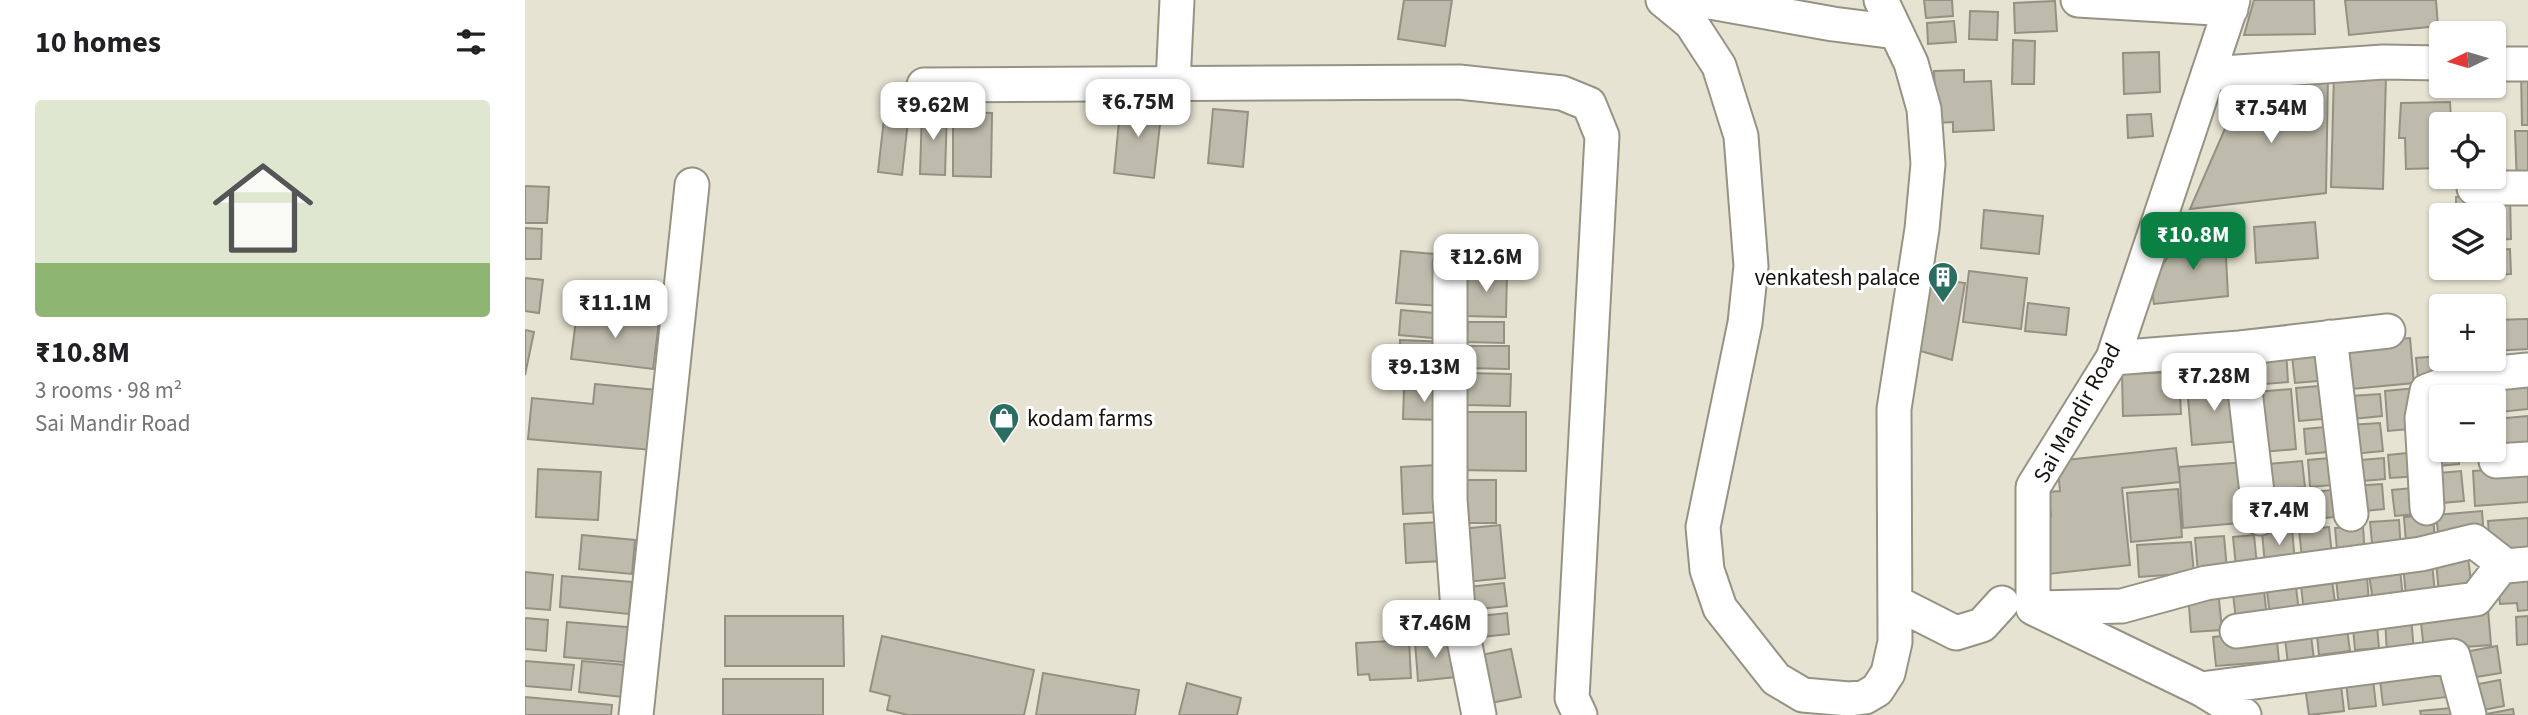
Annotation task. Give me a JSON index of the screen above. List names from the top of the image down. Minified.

§ §

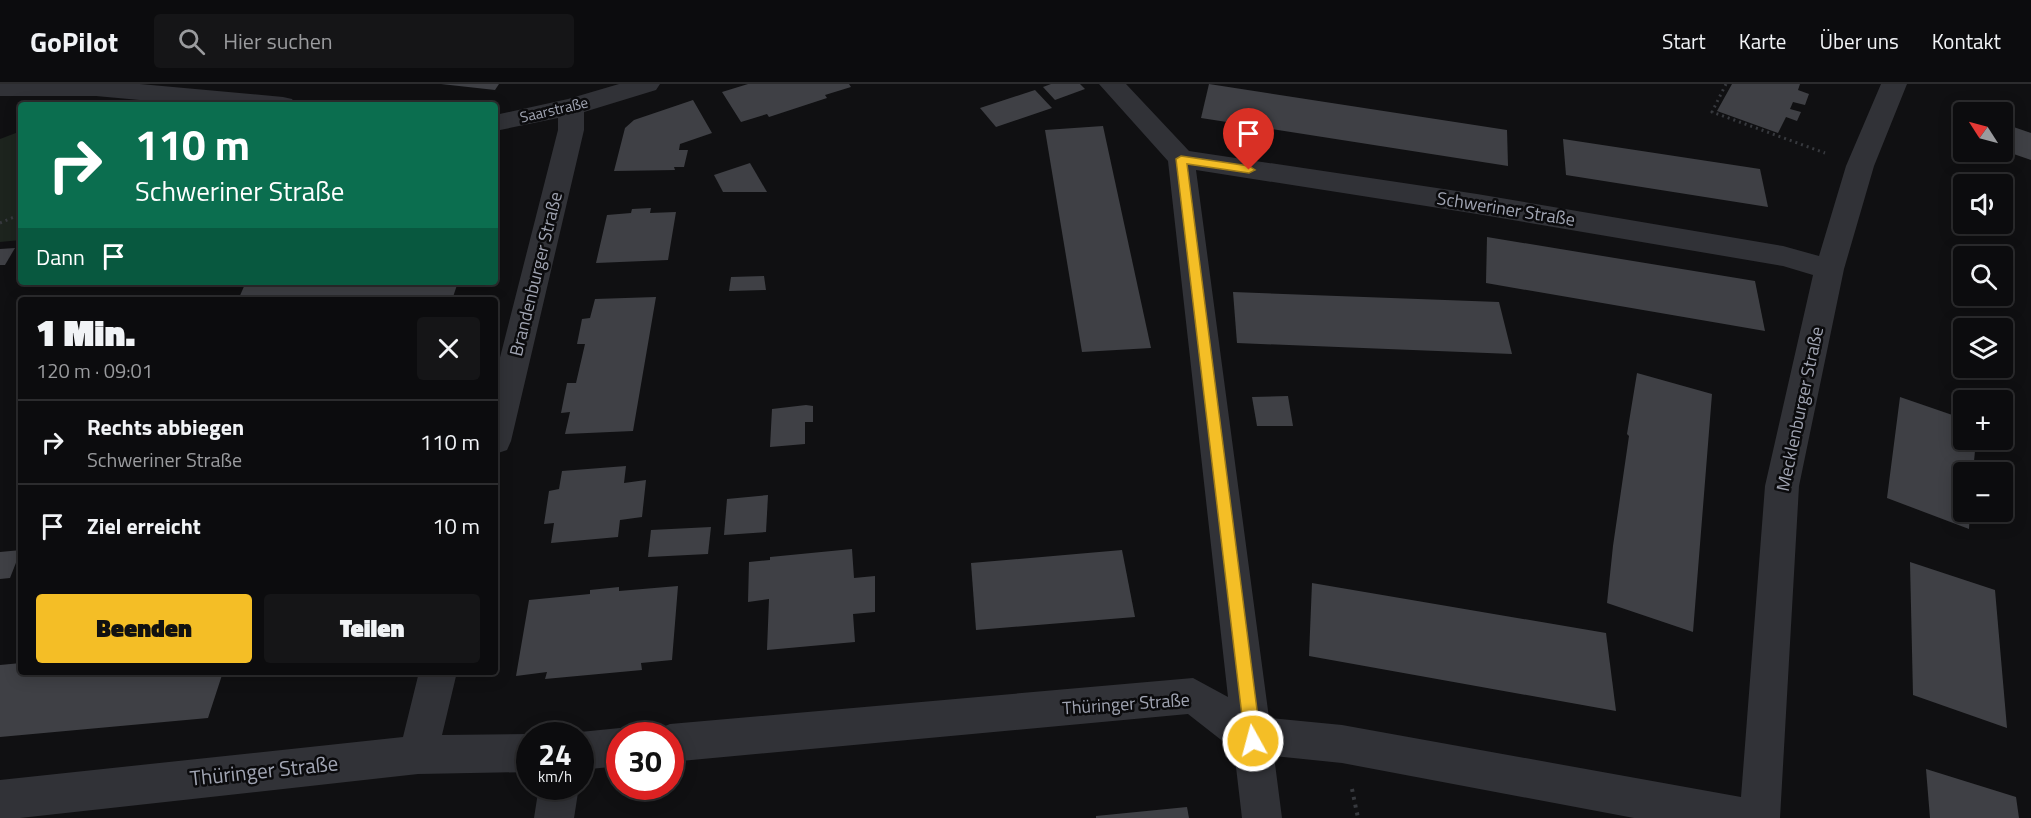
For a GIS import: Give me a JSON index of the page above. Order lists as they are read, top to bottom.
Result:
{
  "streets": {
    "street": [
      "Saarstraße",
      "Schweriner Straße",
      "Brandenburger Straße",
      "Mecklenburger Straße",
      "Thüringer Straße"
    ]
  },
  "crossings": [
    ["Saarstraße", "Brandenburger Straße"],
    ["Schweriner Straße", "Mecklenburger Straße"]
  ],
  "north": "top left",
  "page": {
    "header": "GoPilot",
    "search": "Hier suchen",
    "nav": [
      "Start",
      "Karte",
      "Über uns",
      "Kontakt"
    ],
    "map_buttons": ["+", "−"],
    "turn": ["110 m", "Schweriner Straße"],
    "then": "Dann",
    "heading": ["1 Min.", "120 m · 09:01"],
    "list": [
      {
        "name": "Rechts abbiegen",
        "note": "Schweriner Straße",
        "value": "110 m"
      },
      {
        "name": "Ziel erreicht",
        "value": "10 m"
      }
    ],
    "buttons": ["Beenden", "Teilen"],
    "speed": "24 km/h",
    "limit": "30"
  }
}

§ §

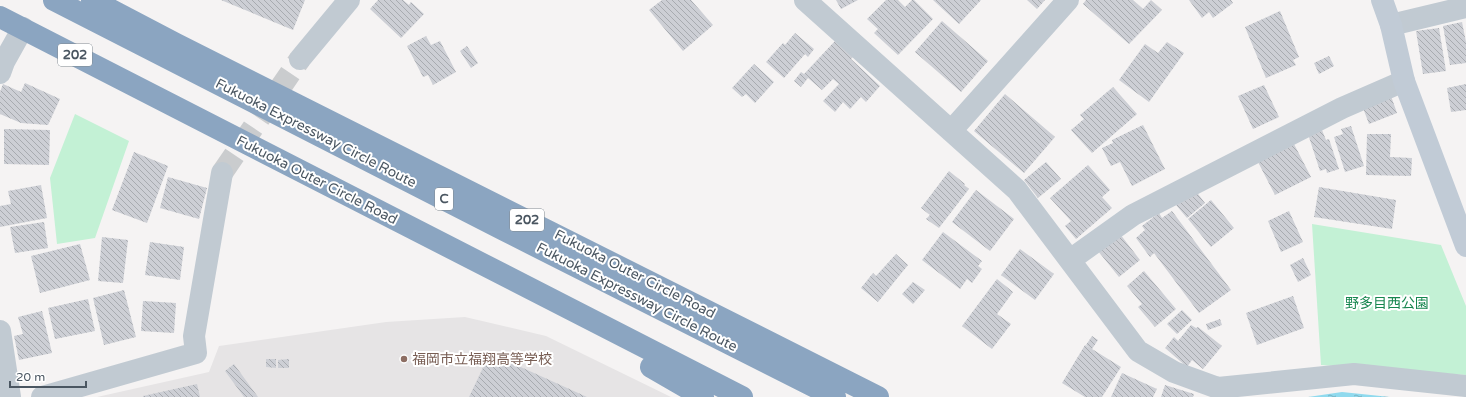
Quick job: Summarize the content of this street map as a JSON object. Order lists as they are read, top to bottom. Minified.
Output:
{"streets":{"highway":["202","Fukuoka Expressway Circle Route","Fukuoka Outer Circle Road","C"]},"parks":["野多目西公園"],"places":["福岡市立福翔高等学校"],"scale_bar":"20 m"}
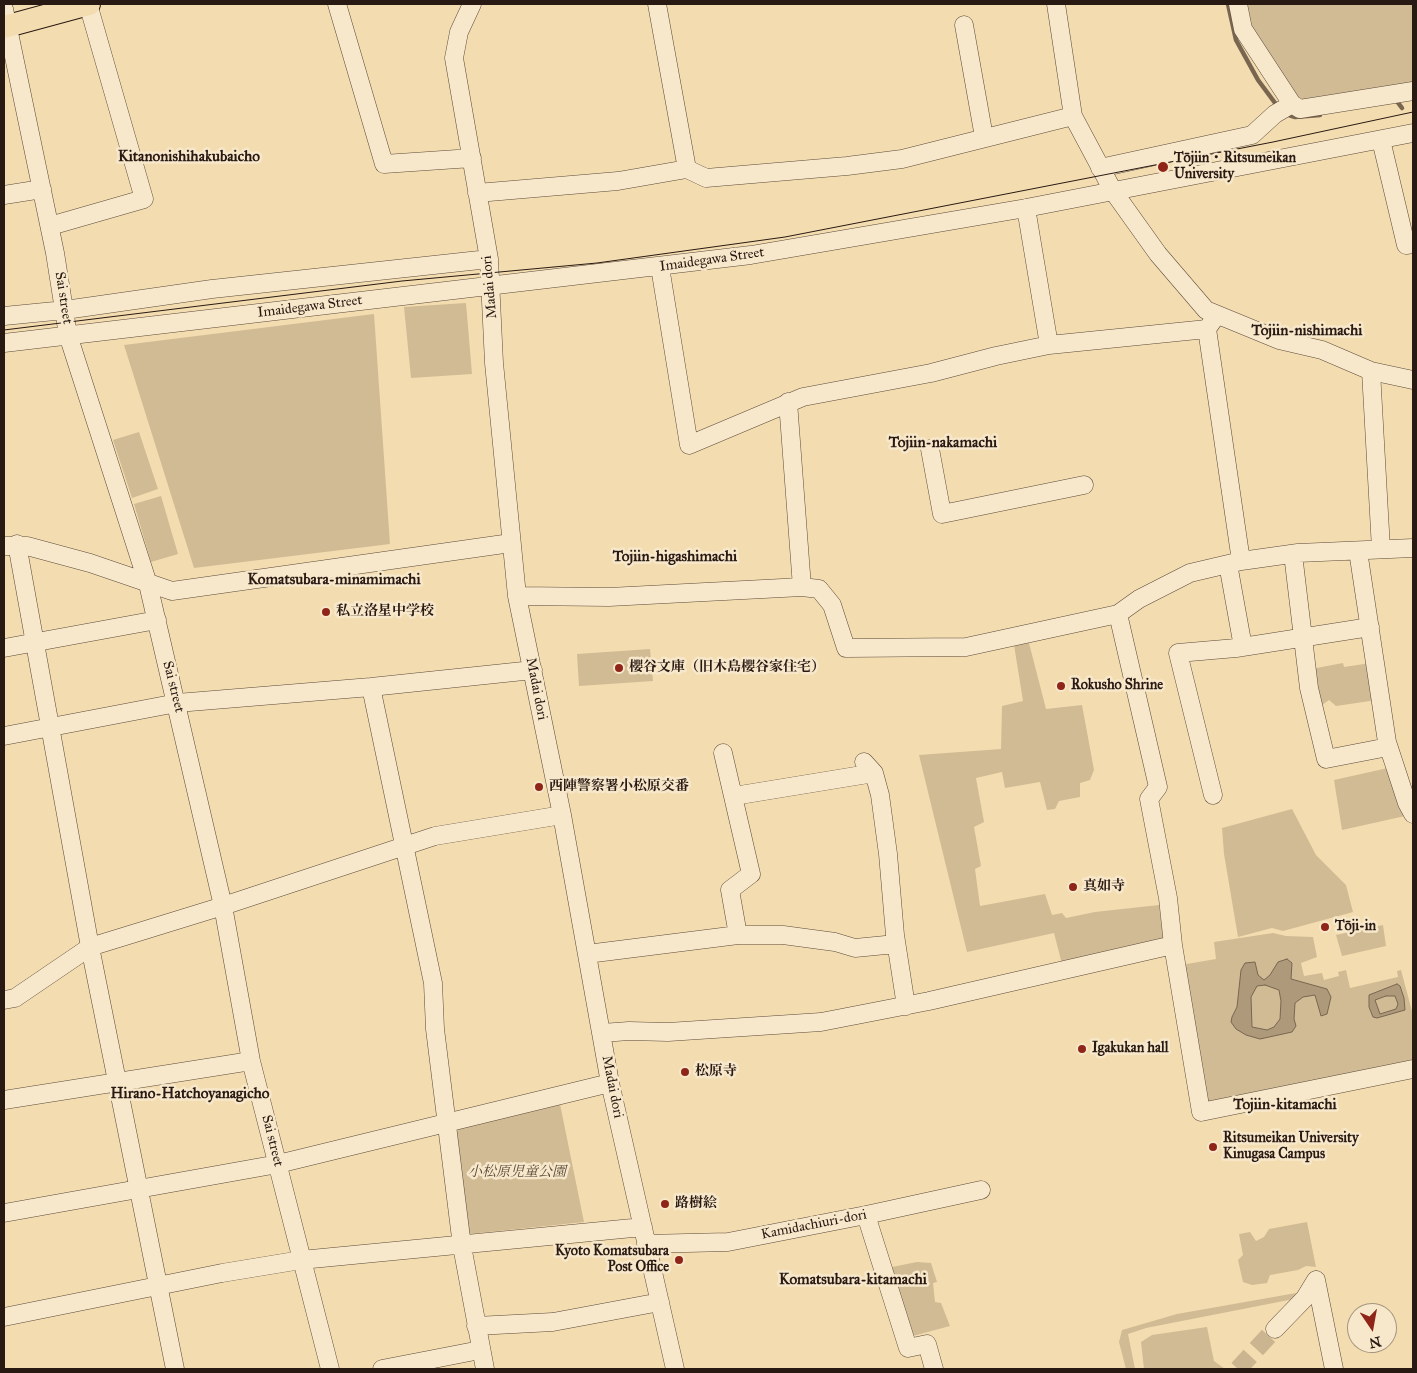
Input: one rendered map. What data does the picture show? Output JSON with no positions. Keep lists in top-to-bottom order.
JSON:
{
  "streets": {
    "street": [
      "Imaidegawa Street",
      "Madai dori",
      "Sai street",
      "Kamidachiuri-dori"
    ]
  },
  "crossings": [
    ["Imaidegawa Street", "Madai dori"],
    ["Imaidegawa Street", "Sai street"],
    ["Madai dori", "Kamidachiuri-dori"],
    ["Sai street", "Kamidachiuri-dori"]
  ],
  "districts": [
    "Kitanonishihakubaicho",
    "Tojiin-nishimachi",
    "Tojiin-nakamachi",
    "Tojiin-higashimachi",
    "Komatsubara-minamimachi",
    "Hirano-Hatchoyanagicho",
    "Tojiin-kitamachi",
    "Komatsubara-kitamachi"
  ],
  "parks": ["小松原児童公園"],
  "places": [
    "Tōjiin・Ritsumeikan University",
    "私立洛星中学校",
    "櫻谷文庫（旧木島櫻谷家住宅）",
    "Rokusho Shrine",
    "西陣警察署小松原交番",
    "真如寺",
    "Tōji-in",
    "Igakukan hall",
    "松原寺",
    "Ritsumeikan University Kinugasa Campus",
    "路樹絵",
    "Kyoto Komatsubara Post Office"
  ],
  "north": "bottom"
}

§ §

## Problem to work on
Report every line of the records that contains the word "they".

## Exercise result
For a GIS import: Give me a JSON index of the page above. Order lists as they are read, top to bottom.
Quick job: Summarize the content of this street map as a JSON object. Order lists as they are read, top to bottom. Minified.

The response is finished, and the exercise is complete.